Une de ces journées où j’ai l’impression que si je me réincarnais en personnage de jeu vidéo, je serais Ryotaro Dojima. Le père substitutif de tout un tas d’ados improbables.
Convaincre la 3ème Orphée que non, l’opération “relooking” menée par la maison de la jeunesse du coin n’est pas une perte de temps (je mens bien). La preuve, aujourd’hui, j’ai fait un effort sur mon look. En casual chic, j’observe deux dames convaincre les mômes d’enfiler des vestes, des chemises, des foulards. Fierté des garçons à se retrouver sapés, rires des filles à s’imaginer fringuées comme ça tous les jours.
Rassurer E. qui a sauté en l’air pendant le cours de latin. Ce n’était qu’un camion dehors, ce bruit d’impact. Retourne à ta place. Tout va bien. On est ensemble. On est bien. Amo. C’est je t’aime.
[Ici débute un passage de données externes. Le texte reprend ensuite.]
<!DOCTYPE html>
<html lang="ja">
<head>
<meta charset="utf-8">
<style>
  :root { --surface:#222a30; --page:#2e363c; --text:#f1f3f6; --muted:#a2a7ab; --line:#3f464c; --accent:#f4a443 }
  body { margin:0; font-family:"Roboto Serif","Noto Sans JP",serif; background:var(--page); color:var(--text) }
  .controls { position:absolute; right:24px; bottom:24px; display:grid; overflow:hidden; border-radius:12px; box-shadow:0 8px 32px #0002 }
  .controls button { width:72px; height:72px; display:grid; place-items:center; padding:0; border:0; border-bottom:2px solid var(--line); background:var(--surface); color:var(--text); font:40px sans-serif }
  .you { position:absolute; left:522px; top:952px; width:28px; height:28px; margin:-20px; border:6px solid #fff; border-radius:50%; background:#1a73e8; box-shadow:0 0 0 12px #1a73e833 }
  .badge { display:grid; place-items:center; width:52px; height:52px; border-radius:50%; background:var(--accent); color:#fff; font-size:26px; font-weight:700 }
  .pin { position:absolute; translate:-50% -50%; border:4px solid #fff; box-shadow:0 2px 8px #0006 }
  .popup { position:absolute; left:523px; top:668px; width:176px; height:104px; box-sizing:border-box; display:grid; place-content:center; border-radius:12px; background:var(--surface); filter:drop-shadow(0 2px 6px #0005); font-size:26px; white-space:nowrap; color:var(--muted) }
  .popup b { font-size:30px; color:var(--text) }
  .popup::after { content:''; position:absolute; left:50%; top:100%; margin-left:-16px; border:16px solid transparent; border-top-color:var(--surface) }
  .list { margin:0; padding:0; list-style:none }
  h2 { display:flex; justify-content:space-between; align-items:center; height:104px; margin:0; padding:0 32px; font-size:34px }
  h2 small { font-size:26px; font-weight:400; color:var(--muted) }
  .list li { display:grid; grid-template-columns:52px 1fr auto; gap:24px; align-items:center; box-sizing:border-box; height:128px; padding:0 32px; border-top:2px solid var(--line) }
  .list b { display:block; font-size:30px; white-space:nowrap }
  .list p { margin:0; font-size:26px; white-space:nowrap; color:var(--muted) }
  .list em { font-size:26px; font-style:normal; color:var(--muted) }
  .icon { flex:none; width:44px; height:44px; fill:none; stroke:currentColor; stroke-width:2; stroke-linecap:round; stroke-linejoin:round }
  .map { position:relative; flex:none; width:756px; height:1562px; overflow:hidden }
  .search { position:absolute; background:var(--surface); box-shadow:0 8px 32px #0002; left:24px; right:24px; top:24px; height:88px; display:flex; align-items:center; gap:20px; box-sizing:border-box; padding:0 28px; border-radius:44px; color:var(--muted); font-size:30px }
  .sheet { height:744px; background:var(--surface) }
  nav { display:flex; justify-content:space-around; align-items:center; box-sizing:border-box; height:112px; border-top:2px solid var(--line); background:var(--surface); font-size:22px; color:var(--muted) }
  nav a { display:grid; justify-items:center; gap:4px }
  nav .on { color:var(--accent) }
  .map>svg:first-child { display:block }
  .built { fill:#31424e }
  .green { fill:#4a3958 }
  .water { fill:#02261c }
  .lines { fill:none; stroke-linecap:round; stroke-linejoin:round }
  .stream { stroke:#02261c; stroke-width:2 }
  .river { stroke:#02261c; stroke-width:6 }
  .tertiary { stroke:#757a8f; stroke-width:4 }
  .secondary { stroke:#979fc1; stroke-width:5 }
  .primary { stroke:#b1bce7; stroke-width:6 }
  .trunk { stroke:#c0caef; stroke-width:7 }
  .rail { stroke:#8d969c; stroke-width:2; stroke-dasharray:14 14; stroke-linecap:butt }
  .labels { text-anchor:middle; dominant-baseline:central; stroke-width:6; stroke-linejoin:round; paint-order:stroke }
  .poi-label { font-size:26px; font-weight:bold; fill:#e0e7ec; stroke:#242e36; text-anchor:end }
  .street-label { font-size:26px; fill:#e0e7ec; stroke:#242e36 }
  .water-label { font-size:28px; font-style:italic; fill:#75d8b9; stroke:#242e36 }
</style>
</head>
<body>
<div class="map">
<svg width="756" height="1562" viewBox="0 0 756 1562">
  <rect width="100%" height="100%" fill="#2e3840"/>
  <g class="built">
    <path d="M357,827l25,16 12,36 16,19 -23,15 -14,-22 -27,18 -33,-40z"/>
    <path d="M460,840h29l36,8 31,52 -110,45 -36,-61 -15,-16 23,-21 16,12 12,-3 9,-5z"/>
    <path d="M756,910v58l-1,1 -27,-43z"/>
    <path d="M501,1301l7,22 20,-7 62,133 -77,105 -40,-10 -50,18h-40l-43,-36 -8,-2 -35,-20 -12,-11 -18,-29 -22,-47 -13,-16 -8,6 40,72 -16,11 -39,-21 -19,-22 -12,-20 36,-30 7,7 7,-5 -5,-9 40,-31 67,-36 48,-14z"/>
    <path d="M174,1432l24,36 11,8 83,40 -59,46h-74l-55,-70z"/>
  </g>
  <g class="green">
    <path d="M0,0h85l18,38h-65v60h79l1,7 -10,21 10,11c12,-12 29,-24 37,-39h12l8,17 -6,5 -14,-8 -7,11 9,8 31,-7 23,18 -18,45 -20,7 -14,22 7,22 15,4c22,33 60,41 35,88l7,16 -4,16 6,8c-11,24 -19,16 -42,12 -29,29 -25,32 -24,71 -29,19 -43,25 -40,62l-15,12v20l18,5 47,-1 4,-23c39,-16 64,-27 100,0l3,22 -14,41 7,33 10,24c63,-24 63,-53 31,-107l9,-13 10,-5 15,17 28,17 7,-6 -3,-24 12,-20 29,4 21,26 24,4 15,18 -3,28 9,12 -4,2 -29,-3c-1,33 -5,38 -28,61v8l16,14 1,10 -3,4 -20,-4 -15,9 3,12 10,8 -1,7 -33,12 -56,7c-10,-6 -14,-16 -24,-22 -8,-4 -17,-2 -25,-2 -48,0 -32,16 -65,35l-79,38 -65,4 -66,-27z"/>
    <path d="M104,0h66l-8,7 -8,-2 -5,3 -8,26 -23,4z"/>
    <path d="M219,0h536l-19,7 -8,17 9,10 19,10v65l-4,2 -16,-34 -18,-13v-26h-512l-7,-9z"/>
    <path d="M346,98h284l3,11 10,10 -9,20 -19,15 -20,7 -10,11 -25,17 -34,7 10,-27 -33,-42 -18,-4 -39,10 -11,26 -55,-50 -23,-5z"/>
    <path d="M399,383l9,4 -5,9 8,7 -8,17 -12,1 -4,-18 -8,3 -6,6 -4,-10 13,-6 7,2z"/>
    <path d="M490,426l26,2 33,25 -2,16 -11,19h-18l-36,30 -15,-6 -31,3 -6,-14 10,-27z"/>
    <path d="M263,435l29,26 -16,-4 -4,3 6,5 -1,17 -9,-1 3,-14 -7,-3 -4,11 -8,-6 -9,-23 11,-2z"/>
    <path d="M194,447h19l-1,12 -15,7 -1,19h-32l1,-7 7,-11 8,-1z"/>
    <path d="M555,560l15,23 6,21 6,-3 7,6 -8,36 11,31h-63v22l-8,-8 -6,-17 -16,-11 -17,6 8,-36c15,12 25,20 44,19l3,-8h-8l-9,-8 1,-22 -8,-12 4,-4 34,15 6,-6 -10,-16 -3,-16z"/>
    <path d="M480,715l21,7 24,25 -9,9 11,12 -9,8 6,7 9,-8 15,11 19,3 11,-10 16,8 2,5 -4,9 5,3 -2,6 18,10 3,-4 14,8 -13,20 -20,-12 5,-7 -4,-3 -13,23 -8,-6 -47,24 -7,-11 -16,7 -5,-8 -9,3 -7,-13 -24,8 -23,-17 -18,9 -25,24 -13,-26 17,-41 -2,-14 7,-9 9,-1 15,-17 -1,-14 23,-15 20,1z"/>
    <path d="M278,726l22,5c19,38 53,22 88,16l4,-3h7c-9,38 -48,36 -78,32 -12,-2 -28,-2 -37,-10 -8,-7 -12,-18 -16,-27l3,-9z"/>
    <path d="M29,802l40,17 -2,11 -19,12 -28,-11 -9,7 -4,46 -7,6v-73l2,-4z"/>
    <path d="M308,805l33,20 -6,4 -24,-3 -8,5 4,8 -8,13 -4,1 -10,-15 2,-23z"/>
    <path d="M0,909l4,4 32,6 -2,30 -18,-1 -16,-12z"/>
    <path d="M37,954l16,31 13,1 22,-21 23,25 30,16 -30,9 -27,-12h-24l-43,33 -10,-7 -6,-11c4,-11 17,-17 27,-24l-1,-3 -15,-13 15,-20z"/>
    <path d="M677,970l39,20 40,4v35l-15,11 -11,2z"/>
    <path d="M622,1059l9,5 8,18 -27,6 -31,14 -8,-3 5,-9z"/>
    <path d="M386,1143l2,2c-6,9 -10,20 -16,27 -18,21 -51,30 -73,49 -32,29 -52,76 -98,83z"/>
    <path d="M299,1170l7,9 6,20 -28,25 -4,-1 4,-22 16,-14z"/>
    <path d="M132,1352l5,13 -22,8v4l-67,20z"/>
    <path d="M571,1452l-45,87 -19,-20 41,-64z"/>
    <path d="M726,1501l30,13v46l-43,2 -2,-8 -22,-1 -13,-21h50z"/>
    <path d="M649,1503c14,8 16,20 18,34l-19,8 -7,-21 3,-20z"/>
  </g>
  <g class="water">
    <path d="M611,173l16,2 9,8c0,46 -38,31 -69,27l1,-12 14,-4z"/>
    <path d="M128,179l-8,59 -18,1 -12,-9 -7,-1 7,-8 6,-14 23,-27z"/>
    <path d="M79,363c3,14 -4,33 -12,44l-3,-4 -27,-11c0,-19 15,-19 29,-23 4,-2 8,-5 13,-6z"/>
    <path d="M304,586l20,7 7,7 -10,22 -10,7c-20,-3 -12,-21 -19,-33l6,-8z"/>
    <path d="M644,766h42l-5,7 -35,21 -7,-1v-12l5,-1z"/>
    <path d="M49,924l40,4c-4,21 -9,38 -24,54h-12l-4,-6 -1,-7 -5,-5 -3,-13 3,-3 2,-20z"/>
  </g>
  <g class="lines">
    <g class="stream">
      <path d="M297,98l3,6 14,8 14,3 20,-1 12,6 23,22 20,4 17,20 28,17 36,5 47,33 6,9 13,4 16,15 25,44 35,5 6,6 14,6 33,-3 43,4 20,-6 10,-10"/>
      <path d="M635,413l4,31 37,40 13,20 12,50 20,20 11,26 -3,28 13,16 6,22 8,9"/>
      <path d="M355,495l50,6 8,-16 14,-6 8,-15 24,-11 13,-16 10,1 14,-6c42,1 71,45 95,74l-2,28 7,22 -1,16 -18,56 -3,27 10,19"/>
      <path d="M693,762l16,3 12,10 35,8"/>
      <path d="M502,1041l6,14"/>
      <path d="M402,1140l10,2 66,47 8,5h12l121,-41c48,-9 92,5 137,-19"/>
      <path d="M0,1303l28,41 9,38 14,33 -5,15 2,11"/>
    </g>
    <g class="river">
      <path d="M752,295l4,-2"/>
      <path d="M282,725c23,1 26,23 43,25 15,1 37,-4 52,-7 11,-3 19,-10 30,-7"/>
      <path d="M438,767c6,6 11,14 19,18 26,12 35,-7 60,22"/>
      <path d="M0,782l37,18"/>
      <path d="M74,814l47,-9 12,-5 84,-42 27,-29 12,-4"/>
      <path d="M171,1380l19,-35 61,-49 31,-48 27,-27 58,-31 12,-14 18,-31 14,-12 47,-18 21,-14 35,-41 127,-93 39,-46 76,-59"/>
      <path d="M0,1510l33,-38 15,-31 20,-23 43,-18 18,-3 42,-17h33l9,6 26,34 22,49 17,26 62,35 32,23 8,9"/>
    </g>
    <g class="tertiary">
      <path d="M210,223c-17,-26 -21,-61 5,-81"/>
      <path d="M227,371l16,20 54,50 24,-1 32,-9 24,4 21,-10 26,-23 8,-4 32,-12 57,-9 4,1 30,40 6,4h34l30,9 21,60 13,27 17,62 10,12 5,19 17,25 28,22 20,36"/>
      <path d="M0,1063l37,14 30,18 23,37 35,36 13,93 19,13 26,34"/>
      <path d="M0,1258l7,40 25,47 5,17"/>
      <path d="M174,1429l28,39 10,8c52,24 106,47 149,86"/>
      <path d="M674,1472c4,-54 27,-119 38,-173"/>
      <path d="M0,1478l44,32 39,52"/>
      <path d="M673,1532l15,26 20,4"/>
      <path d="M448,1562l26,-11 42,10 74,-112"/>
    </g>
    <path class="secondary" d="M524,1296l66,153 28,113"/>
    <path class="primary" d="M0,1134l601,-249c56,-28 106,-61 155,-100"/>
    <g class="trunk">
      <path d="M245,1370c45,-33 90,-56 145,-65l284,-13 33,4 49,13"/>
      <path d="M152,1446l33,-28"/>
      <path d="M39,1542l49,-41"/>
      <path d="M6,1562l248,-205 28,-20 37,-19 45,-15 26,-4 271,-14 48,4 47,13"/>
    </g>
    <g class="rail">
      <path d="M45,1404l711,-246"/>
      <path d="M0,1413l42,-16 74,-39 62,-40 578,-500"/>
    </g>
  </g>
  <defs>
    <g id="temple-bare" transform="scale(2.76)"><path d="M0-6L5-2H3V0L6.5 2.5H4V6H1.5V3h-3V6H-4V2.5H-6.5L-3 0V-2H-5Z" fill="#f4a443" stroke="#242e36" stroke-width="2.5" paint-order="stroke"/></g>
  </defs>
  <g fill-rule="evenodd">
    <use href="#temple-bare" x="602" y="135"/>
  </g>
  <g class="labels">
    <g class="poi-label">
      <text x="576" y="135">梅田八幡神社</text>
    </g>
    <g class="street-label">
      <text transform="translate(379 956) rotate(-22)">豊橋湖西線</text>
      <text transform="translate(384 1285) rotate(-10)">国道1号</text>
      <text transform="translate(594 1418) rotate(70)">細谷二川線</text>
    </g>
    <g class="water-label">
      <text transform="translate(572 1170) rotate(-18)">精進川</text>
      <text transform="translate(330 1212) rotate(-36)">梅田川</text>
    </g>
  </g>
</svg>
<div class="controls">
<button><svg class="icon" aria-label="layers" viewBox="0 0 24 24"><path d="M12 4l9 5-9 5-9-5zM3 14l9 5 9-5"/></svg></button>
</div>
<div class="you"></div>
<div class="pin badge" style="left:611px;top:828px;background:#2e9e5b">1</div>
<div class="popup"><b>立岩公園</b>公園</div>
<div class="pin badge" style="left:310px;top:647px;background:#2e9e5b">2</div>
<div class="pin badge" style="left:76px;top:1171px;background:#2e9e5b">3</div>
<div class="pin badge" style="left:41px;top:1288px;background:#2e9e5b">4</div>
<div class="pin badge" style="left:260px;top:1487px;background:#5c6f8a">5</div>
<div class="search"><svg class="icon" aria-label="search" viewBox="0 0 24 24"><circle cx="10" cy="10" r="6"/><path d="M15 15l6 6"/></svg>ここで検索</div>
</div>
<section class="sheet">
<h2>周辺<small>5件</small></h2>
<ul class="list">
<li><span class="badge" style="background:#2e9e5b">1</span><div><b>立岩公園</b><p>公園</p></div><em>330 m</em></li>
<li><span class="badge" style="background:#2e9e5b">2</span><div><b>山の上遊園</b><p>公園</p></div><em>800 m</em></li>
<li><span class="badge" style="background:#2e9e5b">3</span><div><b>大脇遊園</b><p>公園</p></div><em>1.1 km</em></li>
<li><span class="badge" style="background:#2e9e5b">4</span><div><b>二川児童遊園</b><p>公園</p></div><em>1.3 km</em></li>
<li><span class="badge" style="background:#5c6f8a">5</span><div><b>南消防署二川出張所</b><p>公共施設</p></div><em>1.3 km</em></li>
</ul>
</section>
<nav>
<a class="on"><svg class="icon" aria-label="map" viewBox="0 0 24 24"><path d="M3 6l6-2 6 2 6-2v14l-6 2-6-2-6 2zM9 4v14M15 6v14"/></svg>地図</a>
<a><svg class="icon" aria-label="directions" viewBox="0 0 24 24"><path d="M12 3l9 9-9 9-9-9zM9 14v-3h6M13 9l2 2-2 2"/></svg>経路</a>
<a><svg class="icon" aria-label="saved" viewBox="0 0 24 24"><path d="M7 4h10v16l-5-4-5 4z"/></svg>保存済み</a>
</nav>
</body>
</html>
Faire le bilan du premier trimestre, encore avec les 3ème Orphée. Non, les profs ne vous détestent pas, même qu’ils m’ont dit qu’ils adoraient vous faire cours, qu’ils s’en font pour vous (je dis mal la vérité). Vous avez 13/20 de moyenne de classe, je suis fier de vous, bien sûr que je suis fier et que j’ai confiance. Bien sûr que vous allez réussir votre année.
Parler près de 20 minutes avec la maman d’A. A. s’est pris un ballon dans l’oeil à la récré. Hémorragie interne de l’oeil. A. est hospitalisé à Paris mais sa maman a trop peur pour prendre les transports en commun et plus assez d’argent pour le taxi. Du coup A. est tout seul à l’hosto. En rentrant, je récupère mon vieil Ipod, le rose. Parce qu’A. ne peut pas lire. Je me demande ce qui, dans ma playlist et mes livres audio, pourrait lui plaire. Et ce que je vais lui dire demain, dans la chambre d’hosto.
Ryotaro Dojima, sa dégaine casual chic. Ça me déplairait pas, au final.